- Born: June 2, 1965 (age 61)
- Occupations: Singer/songwriter, guitarist
- Member of: Hellstrum

= Steve Sledje =

Steve Sledje (born June 2, 1965) is the singer/songwriter and guitarist of the death metal band Hellstrum. Commonly called Sledje, he has pioneered a melding of industrial and metal styles that employs a death growl vocal style. His lyrics are at times dark and mystic on a backdrop of fast, shredding guitar chords and solos.

==Early years==
Sledje grew up in Indianapolis, Indiana. After attending Butler University as a music student, Sledje left for Berklee College of Music where he enjoyed a summer session in Boston, Massachusetts. This marked the beginning of a thirteen-year residency in Boston during which time he joined the bands Hit Squad and Tommy Gun. After those projects ended, Sledje organized his own band Stampede Machine. They released their debut CD "Hostile Environment" in 1995. The CD was distributed internationally and can occasionally be found for sale on the Internet albeit at high prices. The band reportedly dissolved in 1997 or 1998 before the completed recording their second release.

==Colorado years==
Sledje began writing and recording on his own, and in 1999, he moved to Colorado Springs where he began collaboration with local musicians.
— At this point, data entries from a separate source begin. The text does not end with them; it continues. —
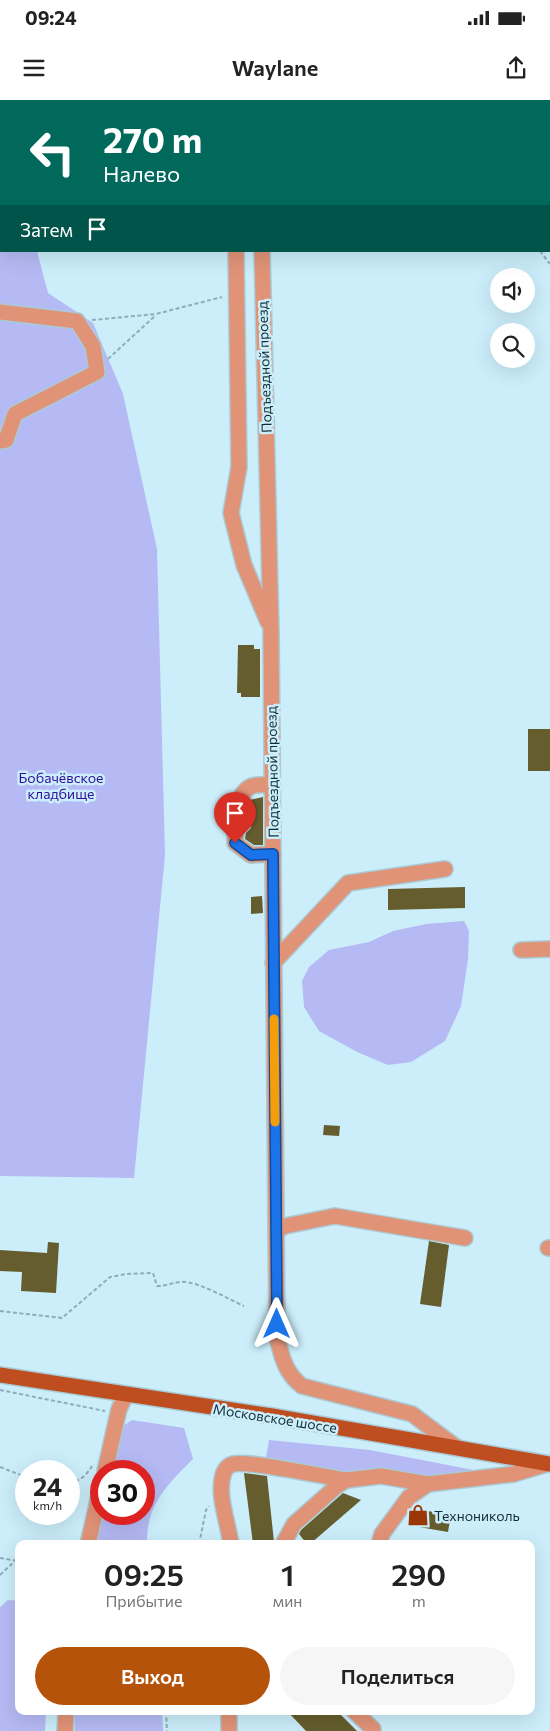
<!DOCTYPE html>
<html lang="ru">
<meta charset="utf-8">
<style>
:root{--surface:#fff;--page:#f6f6f6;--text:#222;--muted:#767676;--accent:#b45309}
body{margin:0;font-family:Commissioner,sans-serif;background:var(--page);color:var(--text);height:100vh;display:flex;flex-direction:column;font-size:19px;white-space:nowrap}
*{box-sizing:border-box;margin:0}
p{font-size:16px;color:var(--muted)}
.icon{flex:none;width:28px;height:28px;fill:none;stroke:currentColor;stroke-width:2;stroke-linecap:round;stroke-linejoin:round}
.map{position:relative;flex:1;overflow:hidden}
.details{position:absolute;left:15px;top:1440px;width:520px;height:175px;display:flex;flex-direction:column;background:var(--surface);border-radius:10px;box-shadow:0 5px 20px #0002}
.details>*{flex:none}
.banner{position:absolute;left:0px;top:0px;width:550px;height:152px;box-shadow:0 5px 20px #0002;background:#00695c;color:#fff;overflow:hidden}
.buttons{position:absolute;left:490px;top:168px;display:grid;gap:10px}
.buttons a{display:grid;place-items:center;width:45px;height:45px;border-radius:50%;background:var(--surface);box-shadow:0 5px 20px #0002;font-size:25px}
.speed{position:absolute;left:15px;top:1360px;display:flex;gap:10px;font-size:25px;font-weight:700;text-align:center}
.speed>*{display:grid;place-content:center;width:65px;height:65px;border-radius:50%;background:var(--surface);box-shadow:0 5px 20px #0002;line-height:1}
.speed small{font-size:12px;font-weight:400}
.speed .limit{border:8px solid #d22;background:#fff;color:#111}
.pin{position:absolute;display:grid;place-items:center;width:42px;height:42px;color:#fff;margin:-51px -21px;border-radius:50% 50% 50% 0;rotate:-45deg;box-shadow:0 0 5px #0007}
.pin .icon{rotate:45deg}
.me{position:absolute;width:55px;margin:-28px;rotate:0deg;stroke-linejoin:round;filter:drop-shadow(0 0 4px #0008)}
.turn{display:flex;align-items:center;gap:18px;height:105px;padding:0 20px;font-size:22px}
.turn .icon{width:65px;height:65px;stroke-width:2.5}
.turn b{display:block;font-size:35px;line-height:42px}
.then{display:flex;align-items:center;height:48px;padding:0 20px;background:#0003;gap:10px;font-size:19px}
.eta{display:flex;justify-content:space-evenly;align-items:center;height:85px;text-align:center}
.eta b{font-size:30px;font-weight:600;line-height:35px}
.primary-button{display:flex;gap:10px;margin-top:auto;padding:10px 20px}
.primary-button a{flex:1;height:58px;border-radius:30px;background:var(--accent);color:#fff;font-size:20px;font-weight:600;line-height:58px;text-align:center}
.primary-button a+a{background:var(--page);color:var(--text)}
.status{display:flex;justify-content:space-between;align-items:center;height:35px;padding:0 25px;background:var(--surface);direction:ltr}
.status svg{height:14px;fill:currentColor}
header{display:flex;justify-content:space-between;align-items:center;height:65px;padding:0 20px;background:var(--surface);font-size:22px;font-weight:600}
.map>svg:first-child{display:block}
</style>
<div class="status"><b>09:24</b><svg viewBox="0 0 49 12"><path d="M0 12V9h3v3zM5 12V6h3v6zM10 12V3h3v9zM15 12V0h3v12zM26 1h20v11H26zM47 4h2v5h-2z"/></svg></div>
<header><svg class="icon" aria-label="menu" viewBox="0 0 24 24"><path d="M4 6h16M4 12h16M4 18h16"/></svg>Waylane<svg class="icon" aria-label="share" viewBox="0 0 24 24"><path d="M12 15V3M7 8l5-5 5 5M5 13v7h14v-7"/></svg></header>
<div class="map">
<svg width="550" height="1631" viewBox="0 0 550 1631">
<rect width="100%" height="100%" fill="#cbeefa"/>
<g fill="#b5baf4">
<path d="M0,0L13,1H1V151H37L48,193L93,223L123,294L157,449L165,755L134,1078L0,1076Z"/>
<path d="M464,821L469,831L468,859L461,906L445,941L411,962L388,965L357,952L319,931L304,907L302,881L309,867L329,850L369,842L393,831L426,824Z"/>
<path d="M132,1320L184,1328L193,1359C167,1385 146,1405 147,1444H94L101,1414H144V1371H111L123,1326Z"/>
<path d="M269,1340L370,1350L484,1372L437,1377L379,1372L339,1371L265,1364Z"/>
<path d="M8,1500L19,1501V1611H46L45,1631H0V1507Z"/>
<path d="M74,1611H162L163,1631H75Z"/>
</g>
<g fill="#655d2e">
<path d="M238,545H254V549H260V597H241V593H237Z"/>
<rect x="528" y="629" width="22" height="42"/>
<path d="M263,697V745H254L245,739L246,733L251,728L250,700Z"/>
<path d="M465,787V808L388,810V789Z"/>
<path d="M262,796L263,813L251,814V797Z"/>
<path d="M324,1025L340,1026L339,1036L323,1035Z"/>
<path d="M429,1141L449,1145L441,1207L420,1204Z"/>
<path d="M48,1142L59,1143L56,1193L21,1191L22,1172L0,1171V1150L47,1153Z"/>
<path d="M244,1373L267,1376L274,1442L253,1444Z"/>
<path d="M343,1393L361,1400L310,1444H307L299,1434L301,1430Z"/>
<path d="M416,1409L451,1415L448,1432L413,1426Z"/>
<path d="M287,1611H337L357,1631H306Z"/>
</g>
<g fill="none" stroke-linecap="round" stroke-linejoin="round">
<g stroke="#aacbd6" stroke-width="18">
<g id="minor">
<path d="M260,0V1"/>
<path d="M238,1V0"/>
<path d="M236,151L239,367L231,413L244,465L268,522"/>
<path d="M262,151L271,531L277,1238C282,1257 285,1273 302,1286L412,1314L456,1347"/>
<path d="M0,212L77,221L93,246L97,272L15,314L6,340L0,341"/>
<path d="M272,685C266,685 258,684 252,686C233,694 236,726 235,743L251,755L273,754"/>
<path d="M521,850L550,849"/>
<path d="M273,863L348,783L445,769"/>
<path d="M278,1130L285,1126L335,1116L465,1138"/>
<path d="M548,1148H550"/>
<path d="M105,1371L119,1309L126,1295"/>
<path d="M88,1444L101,1387"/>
<path d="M231,1444C228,1422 216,1393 224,1372C226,1368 229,1365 233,1364C248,1360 326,1377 347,1380"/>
<path d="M283,1444L294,1424L338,1385L347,1380L381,1376L428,1384"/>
<path d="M379,1444L382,1434L409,1397L428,1384L514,1374L547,1364"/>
<path d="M229,1611V1631"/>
<path d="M354,1611L373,1629"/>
<path d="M65,1631L66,1611"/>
</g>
</g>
<g stroke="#aacbd6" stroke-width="18">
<path id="major" d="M0,1275L272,1316L550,1364"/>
</g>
<g stroke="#8eadb8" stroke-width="2" stroke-dasharray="4 2.5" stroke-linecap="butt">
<path d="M426,0L427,1"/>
<path d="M540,151L550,164"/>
<path d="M92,220L156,214L222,197"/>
<path d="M108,259L156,215"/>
<path d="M0,1211L62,1218L110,1177L126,1174L153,1173L157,1186C166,1186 171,1183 180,1182C196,1180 228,1199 244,1206"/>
<path d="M0,1290L105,1311"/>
<path d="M0,1367L26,1377"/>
<path d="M69,1383C80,1381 86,1376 92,1366"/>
<path d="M199,1444L206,1410L209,1406"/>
<path d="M0,1458L19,1461"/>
<path d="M0,1475L15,1461"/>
<path d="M166,1611L167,1631"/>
</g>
<use href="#minor" stroke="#e19377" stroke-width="15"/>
<use href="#major" stroke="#be4d20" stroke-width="15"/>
</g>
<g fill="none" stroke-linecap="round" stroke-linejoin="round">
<g stroke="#114b97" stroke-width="12">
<path id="route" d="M235,743L251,755L273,754L277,1224"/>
</g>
<use href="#route" stroke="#1a73e8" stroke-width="9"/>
<path stroke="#f59e0b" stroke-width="9" d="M274,919L275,1022"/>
</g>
<defs>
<g id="shop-bare" transform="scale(1.725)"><path d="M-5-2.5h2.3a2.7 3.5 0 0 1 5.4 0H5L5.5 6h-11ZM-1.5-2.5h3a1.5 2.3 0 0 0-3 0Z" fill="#9b3606" stroke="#cbeefa" stroke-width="2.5" paint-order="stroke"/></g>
</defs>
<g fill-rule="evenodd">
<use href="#shop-bare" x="418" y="1415"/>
</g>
<g text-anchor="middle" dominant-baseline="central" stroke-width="5" stroke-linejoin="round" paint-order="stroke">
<g font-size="14" fill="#142d34" stroke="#cbeefa">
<text transform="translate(264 267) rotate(-92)">Подъездной проезд</text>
<text transform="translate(272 672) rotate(-91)">Подъездной проезд</text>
<text transform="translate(275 1318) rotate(9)">Московское шоссе</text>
</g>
<g font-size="14" fill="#320e9c" stroke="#cbeefa">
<text x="61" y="677">Бобачёвское<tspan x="61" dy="16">кладбище</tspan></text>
</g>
<g font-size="14" fill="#142d34" stroke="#cbeefa" text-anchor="start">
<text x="434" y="1415">Технониколь</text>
</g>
</g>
</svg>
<div class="buttons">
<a><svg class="icon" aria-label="sound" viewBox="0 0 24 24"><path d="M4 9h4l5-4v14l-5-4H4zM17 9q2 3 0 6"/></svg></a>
<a><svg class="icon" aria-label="search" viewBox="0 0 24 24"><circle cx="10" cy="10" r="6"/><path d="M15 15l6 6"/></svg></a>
</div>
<div class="speed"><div>24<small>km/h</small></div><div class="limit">30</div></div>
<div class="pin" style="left:235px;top:743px;background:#d93025"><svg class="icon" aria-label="arrive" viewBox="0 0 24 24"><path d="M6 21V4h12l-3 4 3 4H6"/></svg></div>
<svg class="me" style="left:277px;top:1224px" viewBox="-20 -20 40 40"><path d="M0-17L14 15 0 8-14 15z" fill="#1a73e8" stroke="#fff" stroke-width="4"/></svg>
<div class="banner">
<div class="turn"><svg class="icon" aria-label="left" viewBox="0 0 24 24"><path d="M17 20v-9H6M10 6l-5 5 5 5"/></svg><div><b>270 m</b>Налево</div></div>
<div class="then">Затем<svg class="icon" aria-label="arrive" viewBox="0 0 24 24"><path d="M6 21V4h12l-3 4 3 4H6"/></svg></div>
</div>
<section class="details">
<div class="eta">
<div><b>09:25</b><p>Прибытие</p></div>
<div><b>1</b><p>мин</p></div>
<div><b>290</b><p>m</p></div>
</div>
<div class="primary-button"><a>Выход</a><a>Поделиться</a></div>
</section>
</div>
At the same time, he developed an interest in private music instruction which he was continuing as of 2009. While in Colorado, Sledje has played and recorded with many bands including Power Tribe and Dirtnap. He also recorded a solo collection of acoustic songs in 2004.

==Hellstrum years==
After experimenting with a wide range of styles and genres, he founded his current band with friend and drummer Mike Pittman. The Hellstrum project started in 2006 and offered a unique combination of industrial, metal, and gothic styles. Tragically, Mike Pittman died in August 2007 at the same time as Hellstrum’s first release, the self-released EP, “Chronicles Volume One.” The band continued with some personnel changes and the current lineup includes Sledje on lead vocals and guitar, Jack Aragon on lead guitar, Brent Wagner on bass guitar, and Dino Cuneo on drums. Hellstrum has since released “Chronicles Volume Two” and continues to record in preparation for a future release.

==Personal life==
In recent years, Sledje has become a mentor to other musicians, a proponent of experimental music, and an outspoken advocate for gun owners.